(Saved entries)
>>>>>
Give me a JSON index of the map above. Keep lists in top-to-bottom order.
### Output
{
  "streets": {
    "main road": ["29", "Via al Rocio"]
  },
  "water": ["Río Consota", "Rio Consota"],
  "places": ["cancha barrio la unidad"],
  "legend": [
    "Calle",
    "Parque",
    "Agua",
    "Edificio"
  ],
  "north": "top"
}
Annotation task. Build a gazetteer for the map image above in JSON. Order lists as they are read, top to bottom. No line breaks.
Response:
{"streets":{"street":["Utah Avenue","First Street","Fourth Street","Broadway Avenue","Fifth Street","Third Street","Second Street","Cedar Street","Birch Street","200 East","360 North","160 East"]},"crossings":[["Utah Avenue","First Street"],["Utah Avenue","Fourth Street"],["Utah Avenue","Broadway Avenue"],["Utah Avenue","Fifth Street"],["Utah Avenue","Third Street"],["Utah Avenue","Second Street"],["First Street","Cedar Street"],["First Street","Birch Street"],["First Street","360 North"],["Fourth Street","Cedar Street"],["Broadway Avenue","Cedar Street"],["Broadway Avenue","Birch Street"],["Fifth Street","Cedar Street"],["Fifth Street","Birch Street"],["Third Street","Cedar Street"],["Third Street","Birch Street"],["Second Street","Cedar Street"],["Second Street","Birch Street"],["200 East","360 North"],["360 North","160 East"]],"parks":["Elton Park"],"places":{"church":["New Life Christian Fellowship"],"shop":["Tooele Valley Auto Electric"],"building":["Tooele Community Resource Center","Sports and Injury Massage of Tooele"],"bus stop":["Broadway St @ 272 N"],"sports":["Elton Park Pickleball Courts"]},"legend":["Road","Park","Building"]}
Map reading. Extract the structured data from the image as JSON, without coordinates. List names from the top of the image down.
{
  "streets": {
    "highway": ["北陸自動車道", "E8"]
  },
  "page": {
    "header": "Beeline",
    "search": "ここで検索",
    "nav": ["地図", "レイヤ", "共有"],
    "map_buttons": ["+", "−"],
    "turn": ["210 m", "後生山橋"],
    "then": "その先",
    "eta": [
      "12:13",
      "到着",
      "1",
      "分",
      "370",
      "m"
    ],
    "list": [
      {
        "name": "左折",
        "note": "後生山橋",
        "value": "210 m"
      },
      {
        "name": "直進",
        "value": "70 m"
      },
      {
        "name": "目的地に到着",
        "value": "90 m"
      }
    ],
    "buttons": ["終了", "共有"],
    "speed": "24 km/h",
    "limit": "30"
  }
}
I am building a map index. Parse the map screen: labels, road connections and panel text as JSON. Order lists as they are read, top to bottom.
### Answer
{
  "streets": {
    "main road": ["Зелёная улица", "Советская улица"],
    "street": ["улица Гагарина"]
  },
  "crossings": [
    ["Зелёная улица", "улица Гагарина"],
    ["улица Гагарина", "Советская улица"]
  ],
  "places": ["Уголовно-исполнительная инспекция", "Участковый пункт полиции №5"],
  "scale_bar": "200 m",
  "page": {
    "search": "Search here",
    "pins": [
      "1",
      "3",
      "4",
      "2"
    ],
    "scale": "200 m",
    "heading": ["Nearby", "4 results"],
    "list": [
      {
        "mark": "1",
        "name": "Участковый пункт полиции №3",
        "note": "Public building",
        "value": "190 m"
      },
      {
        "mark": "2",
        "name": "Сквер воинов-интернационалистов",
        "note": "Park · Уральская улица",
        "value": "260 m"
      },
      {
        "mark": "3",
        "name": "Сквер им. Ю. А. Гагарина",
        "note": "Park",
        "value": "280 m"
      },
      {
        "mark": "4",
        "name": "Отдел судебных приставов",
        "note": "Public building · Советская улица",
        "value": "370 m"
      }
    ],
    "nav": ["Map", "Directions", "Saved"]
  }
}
<<<<<
Transcribe exactly, and only, the lines from the opening line of the records through the line containing "Annotation task. Build".

== Problem solution ==
Give me a JSON index of the map above. Keep lists in top-to-bottom order.
### Output
{
  "streets": {
    "main road": ["29", "Via al Rocio"]
  },
  "water": ["Río Consota", "Rio Consota"],
  "places": ["cancha barrio la unidad"],
  "legend": [
    "Calle",
    "Parque",
    "Agua",
    "Edificio"
  ],
  "north": "top"
}
Annotation task. Build a gazetteer for the map image above in JSON. Order lists as they are read, top to bottom. No line breaks.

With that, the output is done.